In the above configuration, the present invention is configured such that after the heating chamber 1 is heated, the intermediate door 4 is opened, the air in the cooling chamber 2 is expanded by the radiant heat from the heating chamber 1, and the air is caused to flow out of the cooling chamber excess 7, and after the outflow is completed, The intermediate door 4 is closed, radiant heat is cut off, and the inside of the cooling chamber 2 is made to have a negative pressure, and the ring burner 15 provided in the cooling chamber excess 7 is ignited to eliminate the negative pressure inside the cooling chamber 2 with its combustion exhaust gas. After reducing the air concentration inside the cooling chamber 2, atmospheric gas is supplied to the heating chamber 1, and the risk of explosion can be eliminated.

〔Effect of the invention〕

According to the method of the present invention, the air in the cooling chamber can be easily and effectively removed, and gas can be passed safely.

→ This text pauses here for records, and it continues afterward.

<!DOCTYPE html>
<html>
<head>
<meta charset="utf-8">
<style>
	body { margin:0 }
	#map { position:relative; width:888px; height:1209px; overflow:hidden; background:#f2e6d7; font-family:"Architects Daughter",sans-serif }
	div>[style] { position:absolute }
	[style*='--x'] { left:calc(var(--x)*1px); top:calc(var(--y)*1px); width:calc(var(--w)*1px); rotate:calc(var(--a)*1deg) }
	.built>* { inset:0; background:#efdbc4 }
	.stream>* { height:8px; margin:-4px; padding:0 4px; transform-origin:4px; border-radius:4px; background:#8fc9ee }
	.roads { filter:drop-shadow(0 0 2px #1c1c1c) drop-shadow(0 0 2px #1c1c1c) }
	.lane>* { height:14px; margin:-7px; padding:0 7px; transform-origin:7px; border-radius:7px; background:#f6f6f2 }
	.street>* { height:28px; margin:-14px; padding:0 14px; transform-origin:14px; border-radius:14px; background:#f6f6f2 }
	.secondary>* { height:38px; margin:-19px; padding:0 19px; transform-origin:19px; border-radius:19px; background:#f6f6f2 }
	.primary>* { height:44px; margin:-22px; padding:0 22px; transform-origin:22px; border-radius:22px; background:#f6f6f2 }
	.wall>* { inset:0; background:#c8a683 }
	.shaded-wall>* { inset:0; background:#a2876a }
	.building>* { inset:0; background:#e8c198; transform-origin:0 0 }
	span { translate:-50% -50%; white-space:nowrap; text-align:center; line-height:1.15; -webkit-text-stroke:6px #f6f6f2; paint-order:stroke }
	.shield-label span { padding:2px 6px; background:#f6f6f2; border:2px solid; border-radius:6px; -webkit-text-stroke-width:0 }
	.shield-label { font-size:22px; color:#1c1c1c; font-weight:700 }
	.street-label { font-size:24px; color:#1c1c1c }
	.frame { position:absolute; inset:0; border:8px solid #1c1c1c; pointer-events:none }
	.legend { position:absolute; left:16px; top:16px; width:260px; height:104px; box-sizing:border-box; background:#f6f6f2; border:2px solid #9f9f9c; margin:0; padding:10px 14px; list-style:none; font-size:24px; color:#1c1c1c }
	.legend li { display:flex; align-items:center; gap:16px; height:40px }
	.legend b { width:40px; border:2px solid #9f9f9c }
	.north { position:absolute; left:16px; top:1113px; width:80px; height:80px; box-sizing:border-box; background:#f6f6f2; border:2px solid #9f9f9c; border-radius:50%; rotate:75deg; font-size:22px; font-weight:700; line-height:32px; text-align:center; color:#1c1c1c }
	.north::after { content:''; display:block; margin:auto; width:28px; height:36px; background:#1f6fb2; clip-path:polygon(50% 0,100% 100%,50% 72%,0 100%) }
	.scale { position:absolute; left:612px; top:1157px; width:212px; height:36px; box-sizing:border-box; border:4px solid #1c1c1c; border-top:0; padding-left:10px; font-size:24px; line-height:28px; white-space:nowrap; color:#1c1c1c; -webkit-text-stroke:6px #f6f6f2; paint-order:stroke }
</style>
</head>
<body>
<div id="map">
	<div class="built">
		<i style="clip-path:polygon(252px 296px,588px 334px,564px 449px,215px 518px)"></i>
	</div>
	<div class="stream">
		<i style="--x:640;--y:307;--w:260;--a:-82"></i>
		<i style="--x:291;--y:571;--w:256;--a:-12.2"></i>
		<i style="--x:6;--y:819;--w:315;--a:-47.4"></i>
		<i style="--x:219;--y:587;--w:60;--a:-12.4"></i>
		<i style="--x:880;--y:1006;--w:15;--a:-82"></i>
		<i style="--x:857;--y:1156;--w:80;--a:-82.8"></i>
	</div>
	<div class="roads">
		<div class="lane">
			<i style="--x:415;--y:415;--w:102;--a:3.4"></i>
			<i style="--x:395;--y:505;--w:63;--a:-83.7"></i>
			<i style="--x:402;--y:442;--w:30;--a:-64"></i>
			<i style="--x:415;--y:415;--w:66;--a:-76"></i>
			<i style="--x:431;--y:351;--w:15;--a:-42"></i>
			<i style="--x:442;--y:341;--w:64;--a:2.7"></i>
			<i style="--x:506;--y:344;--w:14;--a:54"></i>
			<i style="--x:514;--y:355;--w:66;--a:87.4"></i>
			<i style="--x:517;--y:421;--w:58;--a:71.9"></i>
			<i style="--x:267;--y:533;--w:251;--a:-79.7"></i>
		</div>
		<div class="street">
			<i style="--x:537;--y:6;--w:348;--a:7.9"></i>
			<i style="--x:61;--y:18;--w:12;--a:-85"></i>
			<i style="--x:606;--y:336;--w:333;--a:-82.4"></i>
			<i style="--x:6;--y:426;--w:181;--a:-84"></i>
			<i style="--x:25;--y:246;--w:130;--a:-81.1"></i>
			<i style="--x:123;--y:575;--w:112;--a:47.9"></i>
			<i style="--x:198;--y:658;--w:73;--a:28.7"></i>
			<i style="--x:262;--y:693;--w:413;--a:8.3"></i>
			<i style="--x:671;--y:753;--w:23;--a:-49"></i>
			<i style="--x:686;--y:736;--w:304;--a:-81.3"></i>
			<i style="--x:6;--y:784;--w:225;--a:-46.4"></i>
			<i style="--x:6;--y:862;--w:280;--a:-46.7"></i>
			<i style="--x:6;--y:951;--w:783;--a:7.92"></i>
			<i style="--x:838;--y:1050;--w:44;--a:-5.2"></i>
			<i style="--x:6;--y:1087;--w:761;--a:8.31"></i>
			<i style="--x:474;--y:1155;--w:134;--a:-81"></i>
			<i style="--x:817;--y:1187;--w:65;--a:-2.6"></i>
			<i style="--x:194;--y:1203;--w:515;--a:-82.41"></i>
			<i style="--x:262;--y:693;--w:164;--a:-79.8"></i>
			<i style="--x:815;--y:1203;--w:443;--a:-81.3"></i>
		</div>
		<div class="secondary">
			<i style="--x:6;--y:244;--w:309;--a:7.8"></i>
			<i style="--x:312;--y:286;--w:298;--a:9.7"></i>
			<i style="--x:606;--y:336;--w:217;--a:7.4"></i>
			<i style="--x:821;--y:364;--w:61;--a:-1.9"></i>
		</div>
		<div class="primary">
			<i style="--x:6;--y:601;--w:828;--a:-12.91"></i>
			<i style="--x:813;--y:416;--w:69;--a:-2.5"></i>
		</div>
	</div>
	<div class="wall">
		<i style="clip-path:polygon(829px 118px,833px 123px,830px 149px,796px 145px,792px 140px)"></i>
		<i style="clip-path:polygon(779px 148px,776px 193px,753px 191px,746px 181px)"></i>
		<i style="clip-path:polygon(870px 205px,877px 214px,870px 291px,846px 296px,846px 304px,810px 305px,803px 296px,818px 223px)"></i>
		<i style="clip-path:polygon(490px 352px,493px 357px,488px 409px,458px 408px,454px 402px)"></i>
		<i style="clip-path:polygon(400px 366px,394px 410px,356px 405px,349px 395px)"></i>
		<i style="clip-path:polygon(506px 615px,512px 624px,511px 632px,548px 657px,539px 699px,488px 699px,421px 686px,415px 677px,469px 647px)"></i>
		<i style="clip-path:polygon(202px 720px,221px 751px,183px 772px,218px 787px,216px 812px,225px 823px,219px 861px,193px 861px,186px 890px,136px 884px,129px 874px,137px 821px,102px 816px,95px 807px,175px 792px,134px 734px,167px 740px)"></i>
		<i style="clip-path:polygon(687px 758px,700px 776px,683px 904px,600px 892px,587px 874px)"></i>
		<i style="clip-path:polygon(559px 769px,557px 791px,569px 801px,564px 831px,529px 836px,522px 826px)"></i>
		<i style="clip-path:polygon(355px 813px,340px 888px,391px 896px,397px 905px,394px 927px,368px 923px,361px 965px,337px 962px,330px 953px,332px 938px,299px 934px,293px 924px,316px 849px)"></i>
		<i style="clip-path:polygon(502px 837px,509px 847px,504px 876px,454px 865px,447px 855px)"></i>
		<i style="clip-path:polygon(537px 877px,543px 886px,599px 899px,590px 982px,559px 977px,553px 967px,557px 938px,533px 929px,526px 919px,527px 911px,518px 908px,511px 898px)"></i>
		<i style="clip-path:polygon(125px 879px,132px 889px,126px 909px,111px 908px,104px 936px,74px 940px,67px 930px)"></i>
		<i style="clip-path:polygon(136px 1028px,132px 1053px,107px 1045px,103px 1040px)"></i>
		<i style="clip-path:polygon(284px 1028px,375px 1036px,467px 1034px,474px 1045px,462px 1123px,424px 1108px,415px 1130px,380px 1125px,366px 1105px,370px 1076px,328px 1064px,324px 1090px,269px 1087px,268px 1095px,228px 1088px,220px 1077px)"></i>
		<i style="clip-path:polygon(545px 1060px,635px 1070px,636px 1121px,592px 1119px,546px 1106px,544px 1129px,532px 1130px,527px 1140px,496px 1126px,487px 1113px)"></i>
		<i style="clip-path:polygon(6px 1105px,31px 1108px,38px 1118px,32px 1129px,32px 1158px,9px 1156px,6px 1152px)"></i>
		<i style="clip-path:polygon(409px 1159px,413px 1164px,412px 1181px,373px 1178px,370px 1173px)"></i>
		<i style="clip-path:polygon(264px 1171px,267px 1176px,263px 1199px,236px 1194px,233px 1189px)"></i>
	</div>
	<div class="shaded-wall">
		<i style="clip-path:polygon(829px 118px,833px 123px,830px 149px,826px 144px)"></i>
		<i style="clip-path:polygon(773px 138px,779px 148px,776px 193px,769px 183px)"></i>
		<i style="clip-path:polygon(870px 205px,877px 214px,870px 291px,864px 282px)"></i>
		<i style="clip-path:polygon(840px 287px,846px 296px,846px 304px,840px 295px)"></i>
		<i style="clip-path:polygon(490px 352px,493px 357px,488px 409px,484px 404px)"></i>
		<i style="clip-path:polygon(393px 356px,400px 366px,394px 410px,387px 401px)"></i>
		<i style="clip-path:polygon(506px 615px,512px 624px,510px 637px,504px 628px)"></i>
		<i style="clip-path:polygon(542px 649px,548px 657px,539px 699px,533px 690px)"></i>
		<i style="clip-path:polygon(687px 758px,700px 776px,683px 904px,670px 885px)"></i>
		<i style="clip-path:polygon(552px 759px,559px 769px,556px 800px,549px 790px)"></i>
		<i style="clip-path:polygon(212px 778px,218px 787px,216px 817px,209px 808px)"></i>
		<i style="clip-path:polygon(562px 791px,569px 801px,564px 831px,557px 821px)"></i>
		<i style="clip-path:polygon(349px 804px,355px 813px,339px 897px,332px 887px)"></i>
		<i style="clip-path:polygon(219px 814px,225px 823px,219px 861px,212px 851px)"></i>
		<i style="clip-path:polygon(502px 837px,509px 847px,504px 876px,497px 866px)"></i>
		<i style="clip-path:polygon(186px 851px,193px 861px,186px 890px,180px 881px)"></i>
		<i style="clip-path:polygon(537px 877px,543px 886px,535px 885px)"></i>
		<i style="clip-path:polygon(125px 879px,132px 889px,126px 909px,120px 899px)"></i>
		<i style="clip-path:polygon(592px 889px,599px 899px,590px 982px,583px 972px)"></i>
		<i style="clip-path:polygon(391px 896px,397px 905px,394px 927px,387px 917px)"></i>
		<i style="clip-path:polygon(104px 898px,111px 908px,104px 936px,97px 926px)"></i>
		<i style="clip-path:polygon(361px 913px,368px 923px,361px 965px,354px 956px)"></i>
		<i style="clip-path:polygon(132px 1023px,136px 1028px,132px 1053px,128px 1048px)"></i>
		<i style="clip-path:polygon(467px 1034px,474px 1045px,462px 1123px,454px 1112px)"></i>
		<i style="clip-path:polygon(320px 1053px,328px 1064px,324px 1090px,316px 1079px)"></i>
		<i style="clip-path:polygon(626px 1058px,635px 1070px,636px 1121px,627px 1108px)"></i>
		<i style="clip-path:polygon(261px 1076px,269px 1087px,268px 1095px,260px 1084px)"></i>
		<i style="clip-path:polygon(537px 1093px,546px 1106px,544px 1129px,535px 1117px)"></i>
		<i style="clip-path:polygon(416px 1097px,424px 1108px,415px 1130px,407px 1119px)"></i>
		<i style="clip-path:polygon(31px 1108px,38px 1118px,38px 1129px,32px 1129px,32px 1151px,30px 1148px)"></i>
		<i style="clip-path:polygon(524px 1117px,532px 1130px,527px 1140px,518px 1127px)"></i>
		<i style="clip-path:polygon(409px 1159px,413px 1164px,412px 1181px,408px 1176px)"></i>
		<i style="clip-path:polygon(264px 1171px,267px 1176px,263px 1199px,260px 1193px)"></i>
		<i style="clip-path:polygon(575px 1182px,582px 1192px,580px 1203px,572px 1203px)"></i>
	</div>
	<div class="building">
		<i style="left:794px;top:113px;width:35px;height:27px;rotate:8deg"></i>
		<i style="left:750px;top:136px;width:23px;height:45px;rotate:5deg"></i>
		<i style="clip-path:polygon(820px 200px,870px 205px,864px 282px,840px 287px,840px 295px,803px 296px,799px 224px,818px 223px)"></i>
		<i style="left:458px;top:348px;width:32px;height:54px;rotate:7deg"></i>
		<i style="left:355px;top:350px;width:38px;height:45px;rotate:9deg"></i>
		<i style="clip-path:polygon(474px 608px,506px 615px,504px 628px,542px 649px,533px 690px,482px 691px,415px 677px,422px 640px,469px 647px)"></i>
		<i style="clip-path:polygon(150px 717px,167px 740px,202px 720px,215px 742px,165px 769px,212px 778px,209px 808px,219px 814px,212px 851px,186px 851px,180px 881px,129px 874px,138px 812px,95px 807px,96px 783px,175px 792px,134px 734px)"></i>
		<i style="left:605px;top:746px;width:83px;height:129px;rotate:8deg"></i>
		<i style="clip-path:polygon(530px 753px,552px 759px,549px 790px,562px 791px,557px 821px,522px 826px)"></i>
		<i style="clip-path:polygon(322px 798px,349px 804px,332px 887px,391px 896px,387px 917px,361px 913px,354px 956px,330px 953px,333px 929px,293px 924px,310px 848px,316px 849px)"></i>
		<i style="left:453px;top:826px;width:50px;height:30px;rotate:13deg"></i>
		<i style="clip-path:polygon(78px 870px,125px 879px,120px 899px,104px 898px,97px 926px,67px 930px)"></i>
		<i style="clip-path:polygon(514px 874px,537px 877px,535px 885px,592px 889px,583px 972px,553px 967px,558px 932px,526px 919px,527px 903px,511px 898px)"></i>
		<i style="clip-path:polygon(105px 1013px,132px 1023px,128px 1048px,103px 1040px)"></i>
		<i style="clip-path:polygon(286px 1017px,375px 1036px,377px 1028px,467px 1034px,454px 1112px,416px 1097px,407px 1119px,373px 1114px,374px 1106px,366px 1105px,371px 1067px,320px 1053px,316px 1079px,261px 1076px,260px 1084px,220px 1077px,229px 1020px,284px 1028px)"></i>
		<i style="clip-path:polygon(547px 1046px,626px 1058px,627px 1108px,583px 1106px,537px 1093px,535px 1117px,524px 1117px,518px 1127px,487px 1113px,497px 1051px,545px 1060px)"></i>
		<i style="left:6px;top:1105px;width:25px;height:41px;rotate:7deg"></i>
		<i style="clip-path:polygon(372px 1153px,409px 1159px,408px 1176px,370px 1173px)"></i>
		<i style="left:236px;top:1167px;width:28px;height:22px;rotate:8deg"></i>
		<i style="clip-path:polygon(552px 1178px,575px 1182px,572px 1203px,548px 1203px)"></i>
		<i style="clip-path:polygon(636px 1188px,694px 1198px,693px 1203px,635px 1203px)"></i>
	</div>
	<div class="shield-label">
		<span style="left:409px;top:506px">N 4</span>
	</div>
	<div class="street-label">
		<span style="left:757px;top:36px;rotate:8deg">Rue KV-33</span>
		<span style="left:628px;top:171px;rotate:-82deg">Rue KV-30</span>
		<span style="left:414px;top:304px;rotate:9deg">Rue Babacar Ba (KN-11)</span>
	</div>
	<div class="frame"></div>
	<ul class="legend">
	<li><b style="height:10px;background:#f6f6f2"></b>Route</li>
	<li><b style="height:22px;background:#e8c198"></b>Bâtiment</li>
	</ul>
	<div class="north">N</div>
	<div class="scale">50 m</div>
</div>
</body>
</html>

[Brief explanation of the drawing]

The drawing shows an example of an apparatus for carrying out the method of the invention, and the first
The figure is a longitudinal sectional view of the atmosphere furnace, and FIG. 2 is a longitudinal sectional view of the cooling chamber excess. 1...Heating chamber, 2...Cooling chamber, 3...
Entrance door, 4... intermediate door, 510. exit door,
7...Cooling room excellence.

Claims (1)

[Claims] An atmospheric furnace equipped with a burner that ignites when the internal pressure is negative and burns the incoming air is used in the cooling chamber. After heating the heating chamber, the air inside the cooling chamber is expanded using radiant heat from the heating chamber using an intermediate door. a step of causing the excess to flow out from the excess;
After the end of the outflow, the intermediate door is closed to cut off the radiant heat and create a negative pressure in the cooling chamber, and the burner is ignited. After that, the atmosphere gas is supplied to the heating chamber. Threading method.